Justiça rejeita ação de cobrança contra Prefeitura por contrato de terceirização
Empresa alegava desequilíbrio econômico-financeiro em contrato firmado com a Prefeitura de Hortolândia em 2017; serviços foram pagos com base em horas trabalhadas e magistrada entendeu que não houve ilegalidade na medição
A Justiça de Hortolândia julgou improcedente uma ação de
cobrança movida pela Proficenter Serviços Terceirizados Eireli contra a
Prefeitura Municipal de Hortolândia, que discutia suposto desequilíbrio
econômico-financeiro em contrato administrativo firmado em 2017 para prestação
de serviços terceirizados de recepção e telefonia.

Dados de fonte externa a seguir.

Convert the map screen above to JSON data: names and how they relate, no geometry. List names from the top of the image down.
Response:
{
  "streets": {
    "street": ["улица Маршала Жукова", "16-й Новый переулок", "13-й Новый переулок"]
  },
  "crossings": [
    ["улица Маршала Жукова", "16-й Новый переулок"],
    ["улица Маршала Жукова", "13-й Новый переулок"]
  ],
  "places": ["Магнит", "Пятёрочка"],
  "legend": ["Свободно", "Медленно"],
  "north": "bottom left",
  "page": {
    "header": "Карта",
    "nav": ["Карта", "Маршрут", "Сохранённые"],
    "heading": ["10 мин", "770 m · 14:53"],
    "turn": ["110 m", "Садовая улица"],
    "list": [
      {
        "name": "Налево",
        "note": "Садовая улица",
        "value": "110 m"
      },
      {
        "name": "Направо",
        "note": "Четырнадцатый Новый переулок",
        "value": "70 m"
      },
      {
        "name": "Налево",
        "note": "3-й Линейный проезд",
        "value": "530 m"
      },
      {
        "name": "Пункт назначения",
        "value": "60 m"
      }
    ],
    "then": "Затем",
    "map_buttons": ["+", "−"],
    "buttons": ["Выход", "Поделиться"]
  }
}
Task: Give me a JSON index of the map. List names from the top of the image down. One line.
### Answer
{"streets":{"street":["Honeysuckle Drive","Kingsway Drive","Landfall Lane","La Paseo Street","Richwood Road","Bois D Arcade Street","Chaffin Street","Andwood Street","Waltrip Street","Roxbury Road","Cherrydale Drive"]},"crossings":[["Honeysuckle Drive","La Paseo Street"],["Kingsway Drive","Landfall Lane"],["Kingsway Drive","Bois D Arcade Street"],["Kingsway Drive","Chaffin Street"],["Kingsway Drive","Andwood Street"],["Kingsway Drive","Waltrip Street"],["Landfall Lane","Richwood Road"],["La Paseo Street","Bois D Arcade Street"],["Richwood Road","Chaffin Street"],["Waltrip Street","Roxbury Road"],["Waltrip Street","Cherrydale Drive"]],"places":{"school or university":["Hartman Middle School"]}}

A decisão é da juíza Cinthia Elias de Almeida, da 2ª Vara
Cível, que entendeu que o município agiu dentro da legalidade ao efetuar os
pagamentos com base nas horas efetivamente trabalhadas, e não por “posto de
serviço”, como defendia a empresa. O valor da causa havia sido fixado em R$
666.459,22.
Segundo a autora, o contrato administrativo nº 180/2017,
decorrente do Pregão Presencial nº 36/2017, previa remuneração baseada em
jornada de 40 horas semanais ou escala 12x36, conforme planilha de custos
aprovada pela própria Prefeitura. A empresa sustentava que a mudança no
critério de pagamento teria gerado prejuízo financeiro.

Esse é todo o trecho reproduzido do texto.